From the Archives: The Midnight Library by Matt Haig

From the Archives: The Midnight Library by Matt Haig

A book about unlived lives, and what we do with the regrets.

The book starts off with a Sylvia Plath quote that I dearly love. It was when I saw it that I realized this book may just answers a few questions of mine. I was dreading the prospect of having to choose the field I'd do my degree in at the time. There is a specific grief in being a person with too many interests and not enough lifetimes. I think a lot of us feel it and don't have a name for it. This book comes close to naming it.

The book's protagonist is Nora Seed, a 35 year old woman who has "ended up nowhere" in life and regrets many of her life decisions. Just when she's decided to give up on life, she finds herself in the Midnight Library. It's a library that exists in the space between life and death, run by a woman named Mrs. Elm, Nora's old school librarian, who is warm and patient in the way that only the best kind of adults in our childhoods ever were. The library gives Nora the choice of making a different decision at each point in the past, and living out how she would be living if she had made it.

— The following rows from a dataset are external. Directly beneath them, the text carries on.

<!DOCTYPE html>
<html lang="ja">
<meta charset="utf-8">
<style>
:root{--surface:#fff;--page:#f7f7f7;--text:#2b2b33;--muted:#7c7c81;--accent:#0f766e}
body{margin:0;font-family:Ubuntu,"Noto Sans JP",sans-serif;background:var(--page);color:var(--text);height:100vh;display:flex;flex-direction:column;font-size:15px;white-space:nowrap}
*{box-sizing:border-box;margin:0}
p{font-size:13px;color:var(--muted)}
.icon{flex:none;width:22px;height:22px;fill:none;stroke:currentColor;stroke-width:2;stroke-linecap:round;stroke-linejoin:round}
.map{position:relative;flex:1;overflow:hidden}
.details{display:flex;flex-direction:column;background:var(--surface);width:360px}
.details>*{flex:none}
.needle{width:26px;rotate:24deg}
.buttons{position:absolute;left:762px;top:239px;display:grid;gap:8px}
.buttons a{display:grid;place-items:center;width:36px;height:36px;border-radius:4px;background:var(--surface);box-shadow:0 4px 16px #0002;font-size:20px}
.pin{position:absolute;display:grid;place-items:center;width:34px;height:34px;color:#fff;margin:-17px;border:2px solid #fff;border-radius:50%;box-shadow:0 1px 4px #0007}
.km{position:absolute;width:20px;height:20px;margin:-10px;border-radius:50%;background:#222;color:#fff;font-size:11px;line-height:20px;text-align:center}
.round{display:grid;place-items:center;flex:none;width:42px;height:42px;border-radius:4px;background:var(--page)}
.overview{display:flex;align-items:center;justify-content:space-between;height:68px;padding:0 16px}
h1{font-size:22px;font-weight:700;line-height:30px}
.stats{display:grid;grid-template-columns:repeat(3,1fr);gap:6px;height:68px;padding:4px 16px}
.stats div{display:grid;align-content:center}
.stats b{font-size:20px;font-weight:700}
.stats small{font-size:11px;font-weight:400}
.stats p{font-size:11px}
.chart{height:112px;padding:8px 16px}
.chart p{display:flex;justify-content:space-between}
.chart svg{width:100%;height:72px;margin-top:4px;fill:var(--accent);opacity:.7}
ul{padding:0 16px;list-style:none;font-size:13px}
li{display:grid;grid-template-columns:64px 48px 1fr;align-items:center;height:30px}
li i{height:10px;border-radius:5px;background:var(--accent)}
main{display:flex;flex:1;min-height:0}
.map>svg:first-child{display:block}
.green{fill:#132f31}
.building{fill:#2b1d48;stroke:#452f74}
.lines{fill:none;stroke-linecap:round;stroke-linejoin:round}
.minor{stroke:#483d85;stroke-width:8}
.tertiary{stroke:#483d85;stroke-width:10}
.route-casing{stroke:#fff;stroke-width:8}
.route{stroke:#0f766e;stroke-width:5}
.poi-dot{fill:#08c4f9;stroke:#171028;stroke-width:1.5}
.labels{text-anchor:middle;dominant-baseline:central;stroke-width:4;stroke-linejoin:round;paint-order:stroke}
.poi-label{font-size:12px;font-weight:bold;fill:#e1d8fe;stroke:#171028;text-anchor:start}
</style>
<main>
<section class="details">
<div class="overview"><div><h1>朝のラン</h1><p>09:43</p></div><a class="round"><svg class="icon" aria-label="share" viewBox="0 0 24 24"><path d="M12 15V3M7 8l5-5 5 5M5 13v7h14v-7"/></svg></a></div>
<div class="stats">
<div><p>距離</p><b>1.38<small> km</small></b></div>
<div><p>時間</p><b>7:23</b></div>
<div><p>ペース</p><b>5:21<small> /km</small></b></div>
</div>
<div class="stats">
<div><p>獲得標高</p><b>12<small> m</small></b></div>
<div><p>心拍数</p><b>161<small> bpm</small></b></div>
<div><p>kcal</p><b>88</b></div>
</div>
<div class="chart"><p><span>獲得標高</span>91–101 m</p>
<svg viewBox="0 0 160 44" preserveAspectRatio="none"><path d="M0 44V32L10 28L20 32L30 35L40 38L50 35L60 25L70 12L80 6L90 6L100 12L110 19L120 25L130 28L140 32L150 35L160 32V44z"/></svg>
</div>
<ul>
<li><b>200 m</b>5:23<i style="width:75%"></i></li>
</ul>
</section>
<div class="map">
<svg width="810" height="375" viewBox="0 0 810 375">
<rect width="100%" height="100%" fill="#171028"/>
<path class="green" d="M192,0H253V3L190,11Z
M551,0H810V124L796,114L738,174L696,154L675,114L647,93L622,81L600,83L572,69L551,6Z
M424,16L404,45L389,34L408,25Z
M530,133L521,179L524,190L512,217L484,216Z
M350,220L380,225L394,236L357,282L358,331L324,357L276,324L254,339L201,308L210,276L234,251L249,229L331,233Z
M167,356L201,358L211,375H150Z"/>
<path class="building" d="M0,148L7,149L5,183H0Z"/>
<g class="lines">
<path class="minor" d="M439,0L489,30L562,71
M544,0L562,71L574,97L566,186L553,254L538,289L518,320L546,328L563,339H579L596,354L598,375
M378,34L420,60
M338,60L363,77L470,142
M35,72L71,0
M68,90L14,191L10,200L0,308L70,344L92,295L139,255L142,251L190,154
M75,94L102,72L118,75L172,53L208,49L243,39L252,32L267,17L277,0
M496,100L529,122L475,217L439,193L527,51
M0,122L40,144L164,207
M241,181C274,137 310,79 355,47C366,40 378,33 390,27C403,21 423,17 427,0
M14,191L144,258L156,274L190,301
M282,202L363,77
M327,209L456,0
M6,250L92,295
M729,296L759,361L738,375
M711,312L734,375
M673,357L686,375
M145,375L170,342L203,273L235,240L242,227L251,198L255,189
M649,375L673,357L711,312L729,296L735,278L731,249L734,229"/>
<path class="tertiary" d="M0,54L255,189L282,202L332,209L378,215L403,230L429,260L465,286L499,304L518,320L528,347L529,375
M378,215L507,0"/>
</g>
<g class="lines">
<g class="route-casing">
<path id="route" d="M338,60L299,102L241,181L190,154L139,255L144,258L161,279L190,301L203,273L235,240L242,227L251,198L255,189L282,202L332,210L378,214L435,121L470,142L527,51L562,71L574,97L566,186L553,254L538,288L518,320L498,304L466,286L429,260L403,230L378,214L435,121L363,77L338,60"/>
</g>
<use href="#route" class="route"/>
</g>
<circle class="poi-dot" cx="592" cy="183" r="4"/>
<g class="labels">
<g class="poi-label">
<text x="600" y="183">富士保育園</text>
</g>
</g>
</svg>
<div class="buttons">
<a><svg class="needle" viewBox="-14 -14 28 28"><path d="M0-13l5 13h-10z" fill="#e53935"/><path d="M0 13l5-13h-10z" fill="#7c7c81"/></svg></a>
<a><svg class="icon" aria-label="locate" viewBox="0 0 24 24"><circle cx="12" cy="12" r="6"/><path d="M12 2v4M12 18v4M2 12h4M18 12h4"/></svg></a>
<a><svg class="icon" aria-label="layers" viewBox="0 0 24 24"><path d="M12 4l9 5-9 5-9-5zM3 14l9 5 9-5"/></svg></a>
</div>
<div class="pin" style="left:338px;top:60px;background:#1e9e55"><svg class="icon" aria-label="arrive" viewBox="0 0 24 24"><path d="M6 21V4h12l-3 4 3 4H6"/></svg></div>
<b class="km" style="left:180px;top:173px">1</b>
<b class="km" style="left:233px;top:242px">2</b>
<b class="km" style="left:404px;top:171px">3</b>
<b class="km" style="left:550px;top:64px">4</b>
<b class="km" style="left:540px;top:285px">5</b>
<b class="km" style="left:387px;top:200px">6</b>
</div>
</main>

What I loved especially was that the lives Nora steps into are not fantasies. They are real and complicated and imperfect in their own ways. In each life she is looking for that feeling of rightness, of having reached where she was meant to be. She doesn't usually find it. The lives she imagined turn out to carry their own particular weight of grief. That felt genuine to me in a way that a lot of feel-good books don't manage.

The book starts off slow and builds the main plot. Kind of in the middle of the story I had started feeling disappointed — not because the book was less than what I had expected, but because the story was different to what I had expected. By the end though, I was glad the story was the way it was. Authentic, hopeful, fantastic, and somehow still humorous.

Nora stays in the 00:00 time for quite a while, and lives out the lives she would have lived had she made a different decision at a different point in her life. We as readers see her Book of Regrets get lighter and lighter. It is satisfying to read that unburdening of regrets for her. There is also something in it about how our regrets are often not about what we did, but about what we didn't do. The chances we didn't take. The people we didn't stay for. Nora had so many of those and I think anyone who has ever stood at a crossroads and chosen "wrong" (or felt like they did), will recognize something of themselves in her.

Reading Nora Seed's development was like watching a flickering and barely alive candle flame become a blaze that burns when there is enough air around it. I also loved the metaphorical uses of chess so much:

"The game is never over until it is over. It isn't over if there is a single pawn still on the board. If one side is down to a pawn and a king and the other has every player, there's still a game. And even if you were a pawn — maybe we all are — then you should remember that a pawn is the most magical piece of all. Because a pawn is never just a pawn. A pawn is a queen-in-waiting. All you need to do is find a way to keep moving forward. One square after another. And you can get to the other side and unlock all kinds of power."

The ending of the book — I won't say what happens — but it made me think about something the book quietly argues the whole way through: The life we are already living contains more than we give it credit for; that we are so busy grieving the unlived lives that we forget to actually inhabit the one we have.

I'll probably feel differently about this book when I am older; but when I read it in 2022, it did help me cope with my experience of Plath's Fig Tree analogy.